* **YOUR TASK**
Please state how many lines of the data below contain the word "right", offering nothing besides the number.

Segment Open

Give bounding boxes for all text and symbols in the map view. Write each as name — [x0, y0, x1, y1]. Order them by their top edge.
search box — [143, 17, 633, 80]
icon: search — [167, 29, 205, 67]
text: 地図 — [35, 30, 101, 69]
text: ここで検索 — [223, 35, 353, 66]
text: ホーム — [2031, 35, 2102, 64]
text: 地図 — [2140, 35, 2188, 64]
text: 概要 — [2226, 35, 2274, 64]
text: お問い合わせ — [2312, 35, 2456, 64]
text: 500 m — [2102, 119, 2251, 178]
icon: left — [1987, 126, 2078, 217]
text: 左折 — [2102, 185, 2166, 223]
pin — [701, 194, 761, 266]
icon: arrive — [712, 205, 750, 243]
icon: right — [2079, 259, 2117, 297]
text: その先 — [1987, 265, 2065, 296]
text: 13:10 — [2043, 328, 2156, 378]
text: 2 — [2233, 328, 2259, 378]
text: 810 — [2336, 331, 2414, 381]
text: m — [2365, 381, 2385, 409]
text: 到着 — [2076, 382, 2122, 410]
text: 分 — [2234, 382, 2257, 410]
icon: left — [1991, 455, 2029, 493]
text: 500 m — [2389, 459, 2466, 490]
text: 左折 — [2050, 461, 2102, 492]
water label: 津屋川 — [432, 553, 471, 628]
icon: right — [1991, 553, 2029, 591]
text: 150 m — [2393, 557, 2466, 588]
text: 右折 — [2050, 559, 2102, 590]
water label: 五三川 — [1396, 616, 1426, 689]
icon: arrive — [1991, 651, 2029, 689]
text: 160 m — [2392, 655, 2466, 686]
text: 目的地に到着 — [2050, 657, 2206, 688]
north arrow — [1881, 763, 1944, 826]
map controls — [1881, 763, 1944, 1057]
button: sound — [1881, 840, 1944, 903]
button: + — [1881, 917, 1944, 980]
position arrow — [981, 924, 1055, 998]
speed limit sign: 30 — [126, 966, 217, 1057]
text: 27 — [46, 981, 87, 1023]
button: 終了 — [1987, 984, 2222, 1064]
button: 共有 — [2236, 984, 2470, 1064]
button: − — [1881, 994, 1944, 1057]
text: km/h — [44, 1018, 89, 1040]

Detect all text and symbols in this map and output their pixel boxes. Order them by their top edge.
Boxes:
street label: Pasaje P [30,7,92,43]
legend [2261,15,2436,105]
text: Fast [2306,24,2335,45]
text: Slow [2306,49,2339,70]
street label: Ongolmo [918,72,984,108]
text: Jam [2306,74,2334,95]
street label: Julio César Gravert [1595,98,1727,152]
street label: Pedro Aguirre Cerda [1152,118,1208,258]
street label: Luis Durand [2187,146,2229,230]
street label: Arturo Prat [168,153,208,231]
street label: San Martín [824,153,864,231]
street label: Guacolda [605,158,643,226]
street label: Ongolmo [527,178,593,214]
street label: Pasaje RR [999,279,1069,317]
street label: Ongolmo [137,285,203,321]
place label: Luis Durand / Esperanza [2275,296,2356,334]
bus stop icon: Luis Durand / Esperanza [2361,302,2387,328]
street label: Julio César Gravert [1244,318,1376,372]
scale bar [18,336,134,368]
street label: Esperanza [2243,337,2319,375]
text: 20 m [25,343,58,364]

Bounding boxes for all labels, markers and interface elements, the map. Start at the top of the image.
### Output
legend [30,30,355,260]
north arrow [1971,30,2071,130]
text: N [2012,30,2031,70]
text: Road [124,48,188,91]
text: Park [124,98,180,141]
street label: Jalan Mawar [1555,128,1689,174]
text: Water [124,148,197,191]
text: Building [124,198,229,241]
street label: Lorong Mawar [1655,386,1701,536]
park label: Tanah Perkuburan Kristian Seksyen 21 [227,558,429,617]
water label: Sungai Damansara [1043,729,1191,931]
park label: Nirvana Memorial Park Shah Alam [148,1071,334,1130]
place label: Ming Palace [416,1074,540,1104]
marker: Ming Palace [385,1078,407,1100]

Segment Closed

* **RESPONSE**
2